石川さゆり「津軽海峡・冬景色」昭和52年作詞:阿久悠、作曲:三木たかし

 まだまだ寒い日が続きますね。北国の歌を聴いています。石川さゆり19歳時の歌唱です、上手いですね~!若いのにこんなに力強い情感が出せたなんてスゴイです。

その情感は歌の力以外にも、曲にいろんな仕掛けがあるからなんですね。

 まずは特徴的な三連符リズムです。うえの/はつの/やこう/れえしゃ/おりた/ときか/らー、見事に3個ずつです。大アクセントを奇数節の1個目、中アクセントを偶数節につけます。三連符はアクセントがないとダラっとしてしまいます。これ洋楽でいうロッカバラードのリズムです、昔のリズム&ブルースやオールディーズによく使われました。三連符は強い情念を伝える力を持っています。

 メロディーですが、この曲は演歌ということにはなっていますがヨナ抜き(2)ではありません。Aマイナー(イ短調、主音ラ)です、白鍵盤をラから順番に弾くとこれになる。7番目の音ソは1回だけ出てきます、ただしソ#です(3)。ヨナ抜きほど日本風ではないメロディーでちょっとメランコリックな洋楽的な響きも残すのです。そしてコード進行が凝っていてツー・ファイブ・ワン(IIm7-V7-I)進行が使われています。ジャズでよく使われると言います。「青森駅は」の次「雪のなか」、最後の「津軽海峡冬景色」のところがBm7♭5→E7→Amです。

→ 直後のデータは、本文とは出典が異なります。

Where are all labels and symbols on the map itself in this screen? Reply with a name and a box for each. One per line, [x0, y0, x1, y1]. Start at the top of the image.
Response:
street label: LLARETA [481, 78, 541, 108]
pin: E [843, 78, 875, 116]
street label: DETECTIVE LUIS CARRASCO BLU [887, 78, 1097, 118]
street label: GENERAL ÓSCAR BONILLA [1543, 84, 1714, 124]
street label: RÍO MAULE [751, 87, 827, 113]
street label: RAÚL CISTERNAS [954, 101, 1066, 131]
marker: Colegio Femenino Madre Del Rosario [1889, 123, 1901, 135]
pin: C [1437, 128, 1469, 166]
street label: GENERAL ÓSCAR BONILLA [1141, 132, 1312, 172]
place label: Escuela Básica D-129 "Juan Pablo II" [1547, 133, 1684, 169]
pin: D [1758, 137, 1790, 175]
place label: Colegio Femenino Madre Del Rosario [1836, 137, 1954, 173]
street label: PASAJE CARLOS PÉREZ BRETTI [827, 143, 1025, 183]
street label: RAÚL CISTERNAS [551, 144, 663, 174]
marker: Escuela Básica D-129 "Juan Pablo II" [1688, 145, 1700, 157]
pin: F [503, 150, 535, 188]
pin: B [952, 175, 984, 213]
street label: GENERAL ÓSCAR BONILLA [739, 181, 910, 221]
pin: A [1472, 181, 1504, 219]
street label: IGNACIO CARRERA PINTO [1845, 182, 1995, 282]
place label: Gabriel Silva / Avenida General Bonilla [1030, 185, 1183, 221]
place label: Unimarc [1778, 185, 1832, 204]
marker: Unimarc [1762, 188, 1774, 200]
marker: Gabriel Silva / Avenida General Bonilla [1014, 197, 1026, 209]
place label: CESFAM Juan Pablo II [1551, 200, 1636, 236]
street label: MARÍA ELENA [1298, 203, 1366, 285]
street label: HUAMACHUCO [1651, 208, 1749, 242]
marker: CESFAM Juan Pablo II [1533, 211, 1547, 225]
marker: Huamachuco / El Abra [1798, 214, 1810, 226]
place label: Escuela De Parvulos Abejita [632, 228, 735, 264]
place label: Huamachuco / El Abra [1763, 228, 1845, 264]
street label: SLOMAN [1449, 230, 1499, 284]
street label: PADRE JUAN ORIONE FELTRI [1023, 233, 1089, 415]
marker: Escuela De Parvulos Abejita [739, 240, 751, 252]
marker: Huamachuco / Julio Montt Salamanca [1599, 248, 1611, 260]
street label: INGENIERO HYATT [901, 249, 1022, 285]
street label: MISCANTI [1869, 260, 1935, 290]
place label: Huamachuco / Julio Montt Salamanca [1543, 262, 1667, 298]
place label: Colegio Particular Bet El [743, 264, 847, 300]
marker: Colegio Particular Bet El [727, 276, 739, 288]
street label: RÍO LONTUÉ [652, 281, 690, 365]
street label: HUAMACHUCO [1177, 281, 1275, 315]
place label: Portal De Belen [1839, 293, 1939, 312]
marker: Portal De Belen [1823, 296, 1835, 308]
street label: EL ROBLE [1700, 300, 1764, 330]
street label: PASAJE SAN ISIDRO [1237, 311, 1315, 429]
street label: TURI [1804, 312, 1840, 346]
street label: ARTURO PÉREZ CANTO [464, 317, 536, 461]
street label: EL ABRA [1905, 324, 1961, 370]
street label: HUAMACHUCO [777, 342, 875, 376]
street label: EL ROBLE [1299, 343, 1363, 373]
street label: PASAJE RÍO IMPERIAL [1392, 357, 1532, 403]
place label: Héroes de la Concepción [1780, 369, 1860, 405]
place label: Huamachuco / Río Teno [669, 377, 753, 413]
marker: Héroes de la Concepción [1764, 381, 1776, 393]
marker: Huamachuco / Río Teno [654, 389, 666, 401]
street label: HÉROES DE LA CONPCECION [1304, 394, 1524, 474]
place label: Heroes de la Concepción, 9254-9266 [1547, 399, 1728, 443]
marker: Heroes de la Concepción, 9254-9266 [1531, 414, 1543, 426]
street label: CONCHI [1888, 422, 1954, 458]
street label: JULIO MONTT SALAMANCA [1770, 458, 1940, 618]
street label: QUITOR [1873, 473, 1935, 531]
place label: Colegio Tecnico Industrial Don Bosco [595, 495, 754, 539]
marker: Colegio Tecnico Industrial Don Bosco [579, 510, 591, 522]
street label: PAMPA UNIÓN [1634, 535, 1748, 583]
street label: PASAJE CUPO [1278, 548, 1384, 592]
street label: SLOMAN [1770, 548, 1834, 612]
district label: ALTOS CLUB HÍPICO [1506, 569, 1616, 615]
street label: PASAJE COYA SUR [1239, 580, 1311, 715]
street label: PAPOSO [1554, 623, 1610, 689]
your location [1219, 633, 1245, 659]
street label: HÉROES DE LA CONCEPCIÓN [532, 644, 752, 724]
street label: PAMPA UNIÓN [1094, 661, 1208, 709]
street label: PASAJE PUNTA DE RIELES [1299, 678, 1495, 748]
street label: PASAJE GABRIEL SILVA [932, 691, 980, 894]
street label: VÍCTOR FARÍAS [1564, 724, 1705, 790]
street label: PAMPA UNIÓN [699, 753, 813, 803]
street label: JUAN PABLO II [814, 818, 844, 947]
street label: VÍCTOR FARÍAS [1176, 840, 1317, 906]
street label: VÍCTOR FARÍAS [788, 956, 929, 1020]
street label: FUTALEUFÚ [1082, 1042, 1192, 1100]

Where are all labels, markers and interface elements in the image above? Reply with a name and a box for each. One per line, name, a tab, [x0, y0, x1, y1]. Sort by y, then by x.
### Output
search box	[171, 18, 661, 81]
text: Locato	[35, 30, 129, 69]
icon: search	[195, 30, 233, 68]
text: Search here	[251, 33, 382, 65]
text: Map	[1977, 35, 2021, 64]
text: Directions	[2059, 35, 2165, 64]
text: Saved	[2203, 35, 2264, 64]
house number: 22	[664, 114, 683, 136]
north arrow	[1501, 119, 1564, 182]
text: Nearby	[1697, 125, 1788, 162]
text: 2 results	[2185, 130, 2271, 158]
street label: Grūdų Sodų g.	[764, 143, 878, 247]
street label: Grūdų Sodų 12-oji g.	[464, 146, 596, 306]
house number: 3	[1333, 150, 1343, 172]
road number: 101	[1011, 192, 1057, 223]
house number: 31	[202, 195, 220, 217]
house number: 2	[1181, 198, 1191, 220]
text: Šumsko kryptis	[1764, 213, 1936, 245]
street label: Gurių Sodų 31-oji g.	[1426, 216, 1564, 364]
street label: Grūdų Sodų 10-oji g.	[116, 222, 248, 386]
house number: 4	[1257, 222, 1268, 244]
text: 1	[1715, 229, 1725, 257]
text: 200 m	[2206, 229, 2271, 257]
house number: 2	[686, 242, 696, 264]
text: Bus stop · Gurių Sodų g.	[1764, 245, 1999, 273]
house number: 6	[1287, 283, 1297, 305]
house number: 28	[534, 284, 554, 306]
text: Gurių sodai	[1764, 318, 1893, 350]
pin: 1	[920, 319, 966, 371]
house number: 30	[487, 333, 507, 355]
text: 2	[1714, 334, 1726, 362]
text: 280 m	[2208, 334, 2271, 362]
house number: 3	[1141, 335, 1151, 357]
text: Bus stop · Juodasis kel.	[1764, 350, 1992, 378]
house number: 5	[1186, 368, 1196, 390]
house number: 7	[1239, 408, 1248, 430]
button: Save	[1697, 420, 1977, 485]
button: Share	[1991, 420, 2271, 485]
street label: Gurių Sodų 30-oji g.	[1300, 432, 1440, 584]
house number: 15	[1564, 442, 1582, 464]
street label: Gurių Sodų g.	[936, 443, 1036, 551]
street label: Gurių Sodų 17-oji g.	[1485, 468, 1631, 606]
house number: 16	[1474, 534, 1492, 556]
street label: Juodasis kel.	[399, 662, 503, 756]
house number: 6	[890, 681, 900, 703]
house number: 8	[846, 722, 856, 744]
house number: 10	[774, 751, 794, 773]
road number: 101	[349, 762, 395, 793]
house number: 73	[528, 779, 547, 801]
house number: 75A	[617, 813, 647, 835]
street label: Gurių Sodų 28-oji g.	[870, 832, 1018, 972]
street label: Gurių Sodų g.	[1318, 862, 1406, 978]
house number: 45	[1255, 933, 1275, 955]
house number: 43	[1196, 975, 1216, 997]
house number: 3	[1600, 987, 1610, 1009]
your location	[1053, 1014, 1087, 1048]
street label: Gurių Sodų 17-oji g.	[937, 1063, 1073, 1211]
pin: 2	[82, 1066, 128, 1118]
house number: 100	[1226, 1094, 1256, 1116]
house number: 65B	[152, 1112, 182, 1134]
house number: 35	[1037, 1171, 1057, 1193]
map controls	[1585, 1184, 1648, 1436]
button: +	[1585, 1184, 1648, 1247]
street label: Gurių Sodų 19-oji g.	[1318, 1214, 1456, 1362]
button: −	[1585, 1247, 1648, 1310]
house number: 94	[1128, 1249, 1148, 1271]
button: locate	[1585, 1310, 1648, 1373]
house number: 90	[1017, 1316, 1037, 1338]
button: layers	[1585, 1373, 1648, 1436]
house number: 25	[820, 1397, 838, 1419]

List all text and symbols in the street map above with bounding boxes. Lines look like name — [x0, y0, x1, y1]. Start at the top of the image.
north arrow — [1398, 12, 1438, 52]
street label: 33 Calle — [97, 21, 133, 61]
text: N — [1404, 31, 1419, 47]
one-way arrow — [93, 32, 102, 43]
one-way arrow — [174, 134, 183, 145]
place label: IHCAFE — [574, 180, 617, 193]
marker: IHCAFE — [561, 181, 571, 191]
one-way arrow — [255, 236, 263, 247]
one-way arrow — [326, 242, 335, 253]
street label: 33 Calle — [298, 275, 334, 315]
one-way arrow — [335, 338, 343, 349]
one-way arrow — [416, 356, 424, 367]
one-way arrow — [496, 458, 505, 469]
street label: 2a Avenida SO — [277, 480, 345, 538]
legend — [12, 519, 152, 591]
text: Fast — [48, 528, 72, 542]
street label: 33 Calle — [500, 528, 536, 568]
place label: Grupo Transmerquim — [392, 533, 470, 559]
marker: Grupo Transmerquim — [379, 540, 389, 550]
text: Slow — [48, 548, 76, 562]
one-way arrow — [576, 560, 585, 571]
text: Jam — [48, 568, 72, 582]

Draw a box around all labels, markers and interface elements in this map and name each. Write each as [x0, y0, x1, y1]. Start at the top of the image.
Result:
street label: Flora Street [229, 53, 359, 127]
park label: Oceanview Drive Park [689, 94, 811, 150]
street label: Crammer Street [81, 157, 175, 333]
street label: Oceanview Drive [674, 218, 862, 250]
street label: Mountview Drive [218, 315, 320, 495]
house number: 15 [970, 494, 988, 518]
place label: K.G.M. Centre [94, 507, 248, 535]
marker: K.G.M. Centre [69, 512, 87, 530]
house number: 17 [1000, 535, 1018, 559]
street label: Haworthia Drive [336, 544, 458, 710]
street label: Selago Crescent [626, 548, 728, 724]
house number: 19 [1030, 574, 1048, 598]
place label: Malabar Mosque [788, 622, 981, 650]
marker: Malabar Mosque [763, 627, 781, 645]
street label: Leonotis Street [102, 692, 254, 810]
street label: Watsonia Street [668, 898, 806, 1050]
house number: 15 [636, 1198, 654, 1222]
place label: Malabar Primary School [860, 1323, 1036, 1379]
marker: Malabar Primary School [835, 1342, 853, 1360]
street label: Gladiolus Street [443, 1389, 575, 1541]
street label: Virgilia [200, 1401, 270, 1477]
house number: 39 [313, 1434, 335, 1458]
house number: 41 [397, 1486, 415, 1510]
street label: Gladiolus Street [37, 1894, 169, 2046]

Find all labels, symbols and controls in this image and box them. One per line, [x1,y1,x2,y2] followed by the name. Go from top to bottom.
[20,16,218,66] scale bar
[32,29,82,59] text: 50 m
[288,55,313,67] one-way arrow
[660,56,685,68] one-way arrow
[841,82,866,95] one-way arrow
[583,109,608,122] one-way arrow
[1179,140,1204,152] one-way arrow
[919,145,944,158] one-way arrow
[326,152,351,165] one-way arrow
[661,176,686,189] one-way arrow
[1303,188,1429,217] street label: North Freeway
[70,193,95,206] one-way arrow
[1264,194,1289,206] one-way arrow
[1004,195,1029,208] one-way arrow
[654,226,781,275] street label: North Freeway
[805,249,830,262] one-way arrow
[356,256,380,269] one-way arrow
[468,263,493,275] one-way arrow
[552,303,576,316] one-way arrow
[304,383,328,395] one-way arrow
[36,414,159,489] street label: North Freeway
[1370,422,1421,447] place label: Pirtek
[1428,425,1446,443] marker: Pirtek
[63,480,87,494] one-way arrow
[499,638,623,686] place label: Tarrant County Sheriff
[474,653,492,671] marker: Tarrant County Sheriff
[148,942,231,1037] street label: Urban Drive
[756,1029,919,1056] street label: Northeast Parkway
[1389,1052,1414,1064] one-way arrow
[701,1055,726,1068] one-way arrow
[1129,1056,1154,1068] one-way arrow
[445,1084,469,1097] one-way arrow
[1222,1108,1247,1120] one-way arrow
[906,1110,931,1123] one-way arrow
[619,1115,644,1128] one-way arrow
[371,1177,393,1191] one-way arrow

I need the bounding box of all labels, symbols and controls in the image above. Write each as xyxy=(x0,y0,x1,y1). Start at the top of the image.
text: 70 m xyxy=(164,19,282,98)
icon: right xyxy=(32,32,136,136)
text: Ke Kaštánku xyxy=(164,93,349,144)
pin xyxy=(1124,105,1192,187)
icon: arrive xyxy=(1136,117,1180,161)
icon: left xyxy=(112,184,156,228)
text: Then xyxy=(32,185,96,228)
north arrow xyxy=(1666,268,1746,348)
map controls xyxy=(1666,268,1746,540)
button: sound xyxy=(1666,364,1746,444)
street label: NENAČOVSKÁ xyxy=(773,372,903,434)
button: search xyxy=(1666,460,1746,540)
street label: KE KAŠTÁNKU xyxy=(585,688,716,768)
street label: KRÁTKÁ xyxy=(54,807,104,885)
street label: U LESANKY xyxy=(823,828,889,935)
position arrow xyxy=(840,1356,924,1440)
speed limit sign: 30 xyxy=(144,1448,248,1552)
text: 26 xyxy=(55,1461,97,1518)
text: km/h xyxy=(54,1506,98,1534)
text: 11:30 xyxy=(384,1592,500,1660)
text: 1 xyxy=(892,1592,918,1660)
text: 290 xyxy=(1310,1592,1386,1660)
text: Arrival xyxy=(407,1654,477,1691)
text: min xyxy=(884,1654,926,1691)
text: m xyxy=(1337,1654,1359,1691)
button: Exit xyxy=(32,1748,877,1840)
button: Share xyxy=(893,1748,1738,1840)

定番のIV-V-I進行(4)の最初のIVを代理コードIIにしたヤツです。定番のIVよりもちょっと不安定さがあってカッコよくなり、さらにルート音がシ→ミ→ラと5度ずつ下がることによって、IV-V-Iより力強さがでるとされています。この進行で曲が伝えたい情念がさらに強く表現されるのです。

 作曲の三木たかし先生は、三連符、西洋音階の短調、ツーファイブ進行など様々な技巧を盛り込んでおられるんですね。そして阿久悠さんの作詞と石川さゆりさんの歌唱がみごとに溶け合った名曲です。

 今ではいわゆる「演歌の代表曲」的に思われていますが、こうやって聴くとなかなか洋楽のエッセンスも取り入れていてカッコイイなあと思います。そういえばこの時代の石川さゆりさんはドレスで歌っていました(5)。歌番組、レコード会社、芸能事務所も「石川さゆりは和服演歌とは一線を画しポップスで売り出す」という認識であったのだろうと推測されます。

 皆さま機会がありましたらこの三連符の名曲ぜひお聴きください。(2023.2.1院長)

 

(1)その昔ギターを練習したとき初心者向けのギター教本で、三連符のページで「津軽海峡冬景色のリズムです」と書いてありました。誰もが歌えるほど浸透していたのです。

(2)ヨナ抜き音階:前回ブログ「函館の女」を御参照ください

(3)ちなみに7番(ソ)を#半音上げた短調は和声的短音階と言って、主音(ラ)で終止させる力を強める働きがあります、だからフィナーレの「ふゆげーしき」が「し(ソ#)き(ラ終止)」となっているのです。

(4)カデンツ進行:安定して終止させる和音進行、数種類定番がある。Iは主音のドが根音ドミソ和音これが最も安定、IVは4番目のファが根音ファラド、Vは5番目ソが根音ソシレ。

(5)昭和52年2/28歌のベストテン、12/20FNS歌謡祭優秀歌唱賞、12/31日本レコード大賞・歌唱賞、12/31紅白歌合戦、この辺すべて洋装です。昭和63年頃までドレスで歌っている画像が残っています。